#### What is required
For each line below that includes the word "Nurul", make a copy.

#### Material supplied
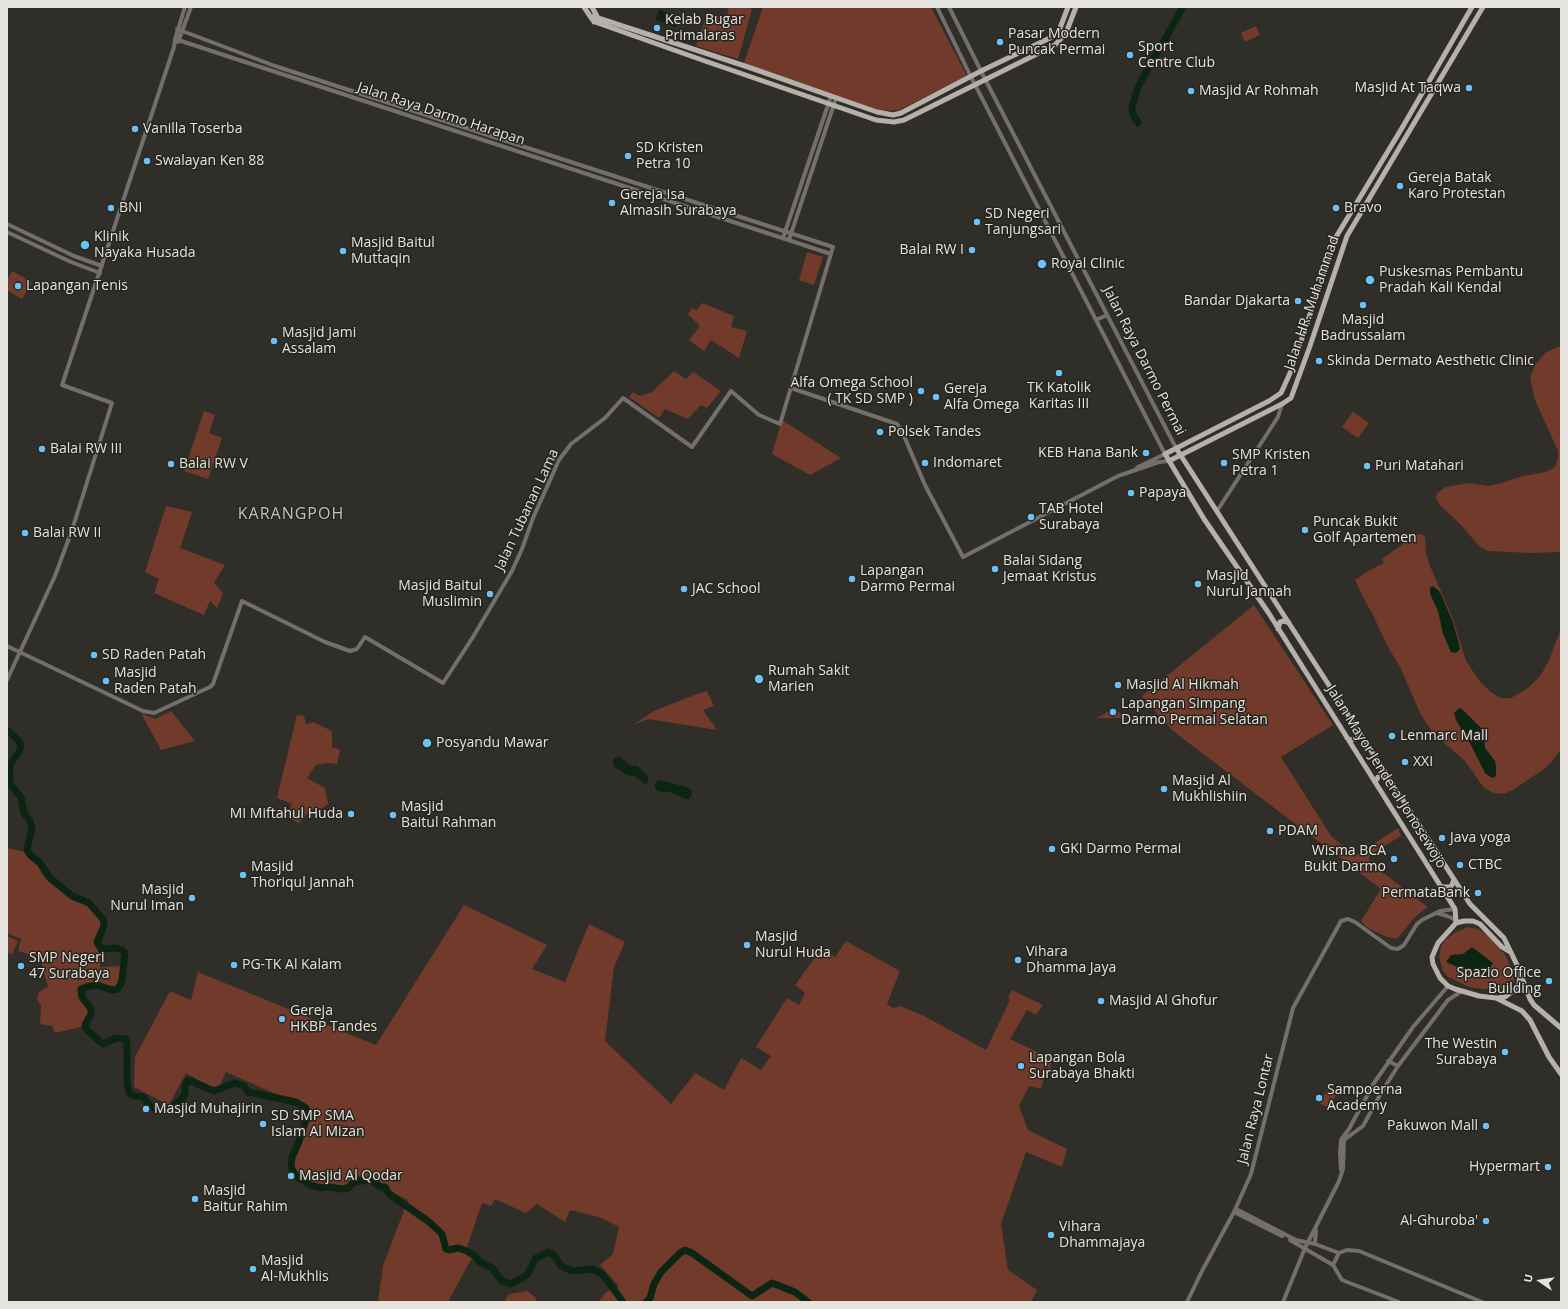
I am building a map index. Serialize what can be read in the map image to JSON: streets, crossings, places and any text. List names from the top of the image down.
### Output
{
  "streets": {
    "main road": ["Jalan HR. Muhammad", "Jalan Mayor Jenderal Jonosewojo"],
    "street": [
      "Jalan Raya Darmo Harapan",
      "Jalan Raya Darmo Permai",
      "Jalan Tubanan Lama",
      "Jalan Raya Lontar"
    ]
  },
  "crossings": [
    ["Jalan HR. Muhammad", "Jalan Raya Darmo Permai"],
    ["Jalan HR. Muhammad", "Jalan Mayor Jenderal Jonosewojo"],
    ["Jalan Raya Darmo Permai", "Jalan Mayor Jenderal Jonosewojo"]
  ],
  "districts": ["KARANGPOH"],
  "places": [
    "Kelab Bugar Primalaras",
    "Pasar Modern Puncak Permai",
    "Sport Centre Club",
    "Masjid At Taqwa",
    "Masjid Ar Rohmah",
    "Vanilla Toserba",
    "SD Kristen Petra 10",
    "Swalayan Ken 88",
    "Gereja Batak Karo Protestan",
    "Gereja Isa Almasih Surabaya",
    "BNI",
    "Bravo",
    "SD Negeri Tanjungsari",
    "Klinik Nayaka Husada",
    "Balai RW I",
    "Masjid Baitul Muttaqin",
    "Royal Clinic",
    "Puskesmas Pembantu Pradah Kali Kendal",
    "Lapangan Tenis",
    "Bandar Djakarta",
    "Masjid Badrussalam",
    "Masjid Jami Assalam",
    "Skinda Dermato Aesthetic Clinic",
    "TK Katolik Karitas III",
    "Alfa Omega School ( TK SD SMP )",
    "Gereja Alfa Omega",
    "Polsek Tandes",
    "Balai RW III",
    "KEB Hana Bank",
    "Indomaret",
    "SMP Kristen Petra 1",
    "Balai RW V",
    "Puri Matahari",
    "Papaya",
    "TAB Hotel Surabaya",
    "Puncak Bukit Golf Apartemen",
    "Balai RW II",
    "Balai Sidang Jemaat Kristus",
    "Lapangan Darmo Permai",
    "Masjid Nurul Jannah",
    "JAC School",
    "Masjid Baitul Muslimin",
    "SD Raden Patah",
    "Rumah Sakit Marien",
    "Masjid Raden Patah",
    "Masjid Al Hikmah",
    "Lapangan Simpang Darmo Permai Selatan",
    "Lenmarc Mall",
    "Posyandu Mawar",
    "XXI",
    "Masjid Al Mukhlishiin",
    "MI Miftahul Huda",
    "Masjid Baitul Rahman",
    "PDAM",
    "Java yoga",
    "GKI Darmo Permai",
    "Wisma BCA Bukit Darmo",
    "CTBC",
    "Masjid Thoriqul Jannah",
    "PermataBank",
    "Masjid Nurul Iman",
    "Masjid Nurul Huda",
    "Vihara Dhamma Jaya",
    "PG-TK Al Kalam",
    "SMP Negeri 47 Surabaya",
    "Spazio Office Building",
    "Masjid Al Ghofur",
    "Gereja HKBP Tandes",
    "The Westin Surabaya",
    "Lapangan Bola Surabaya Bhakti",
    "Sampoerna Academy",
    "Masjid Muhajirin",
    "SD SMP SMA Islam Al Mizan",
    "Pakuwon Mall",
    "Hypermart",
    "Masjid Al Qodar",
    "Masjid Baitur Rahim",
    "Al-Ghuroba'",
    "Vihara Dhammajaya",
    "Masjid Al-Mukhlis"
  ],
  "north": "left"
}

#### Solution
    "Masjid Nurul Jannah",
    "Masjid Nurul Iman",
    "Masjid Nurul Huda",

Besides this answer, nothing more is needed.